I had Goose Build its Own Secure Recipe Scanner

August 25, 2025 · 7 min read

Staff Developer Advocate

Goose Recipe Safety

Remember when people shared recipes by passing handwritten cards between neighbors? You trusted Grandma's apple pie recipe because you knew Grandma. But what happens when strangers start sharing recipes online? You need someone to taste-test them first.

That's exactly the challenge we face with Goose recipes. We're building a community cookbook where you can try Goose recipes from other users with confidence that they're safe. But we needed a way to make sure every recipe was safe to run.

The Headless Solution

I asked Goose: "Can you build a system to analyze your own recipes?"

The beautiful irony wasn't lost on me. I'm essentially asking our AI to become its own watchdog.

I gave it a lot more direction: I wanted the scanner to run from GitHub Actions, and I wanted the scanning to be done within a Docker container so it could inspect the recipe in an isolated environment.

After several high-level iterations on the concept and how it should work, Goose had built a complete security analysis system. It containerized itself, set up GitHub Actions workflows, and started scanning recipe submissions automatically.

Better Prompting for Better Results

My first build was pretty over-engineered. I simplified later by just giving Goose a prompt of "you're a security expert," but the results of that didn't work as well without guiding it on what kinds of things it should be looking for. I had to step up my prompting game to include some amount of specifics, but still giving Goose the flexibility to learn and grow and to download any tools it thought it needed to get the job done within the Docker container.

In the end I crafted a series of recipes that were safe, some that were maybe a little risky, and some that would be outright dangerous, and telling Goose some of the necessary things we want to watch out for.

How It Works

The process at a glance seems surprisingly simple but it's pretty complex -- picture the graceful goose swimming on the water but under the water the feet are thrashing around doing lots of work!
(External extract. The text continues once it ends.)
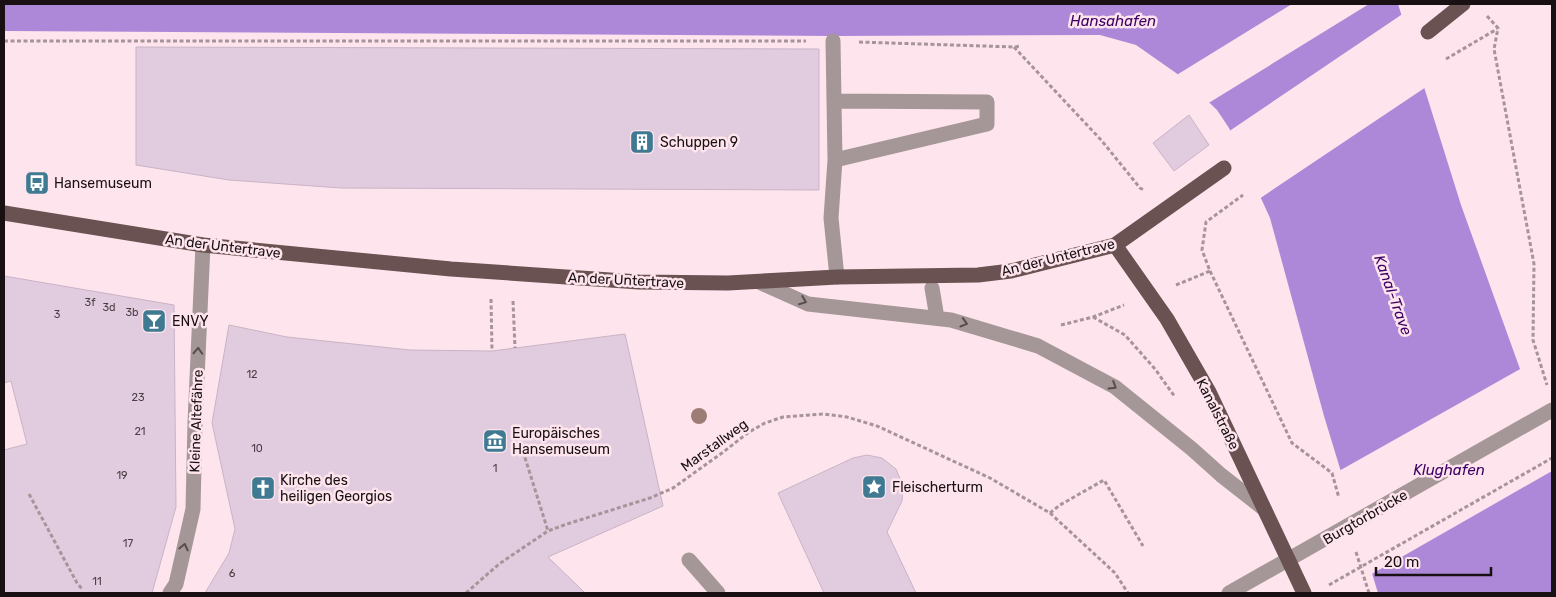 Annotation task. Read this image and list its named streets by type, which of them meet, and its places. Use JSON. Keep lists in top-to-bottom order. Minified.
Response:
{"streets":{"main road":["An der Untertrave","Kanalstraße"],"street":["Kleine Altefähre","Burgtorbrücke"],"path":["Marstallweg"]},"crossings":[["An der Untertrave","Kanalstraße"],["An der Untertrave","Kleine Altefähre"]],"one_way":["Kleine Altefähre"],"water":["Hansahafen","Kanal-Trave","Klughafen"],"places":{"building":["Schuppen 9"],"bus stop":["Hansemuseum"],"bar":["ENVY"],"museum":["Europäisches Hansemuseum"],"place":["Fleischerturm"],"church":["Kirche des heiligen Georgios"]},"house_numbers":["3f","3d","3b","3","12","23","21","10","1","19","17","6","11"],"scale_bar":"20 m"}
When someone submits a recipe via our GitHub issue template, it will start an automated scan. Goose spins up in an isolated Docker container, analyzes the recipe using its own security expertise plus some of our guidance, scores it for risk, and posts the results right back to the GitHub issue.

The whole process takes minutes instead of days, and the submitter gets immediate, transparent feedback about their recipe's safety. If something looks off, our team can review what's going on, and take appropriate action.

Goose in Headless Mode

We've covered headless mode in tutorials and videos, but here's a quick recap: headless mode allows Goose to run without a graphical user interface, making it faster and more efficient for automated tasks. It excels in server environments as long as we're being really clear about the instructions to follow, or a fallback if the instructions cannot be followed -- we don't want something half-finished or broken as a result if Goose gets stuck on what to do.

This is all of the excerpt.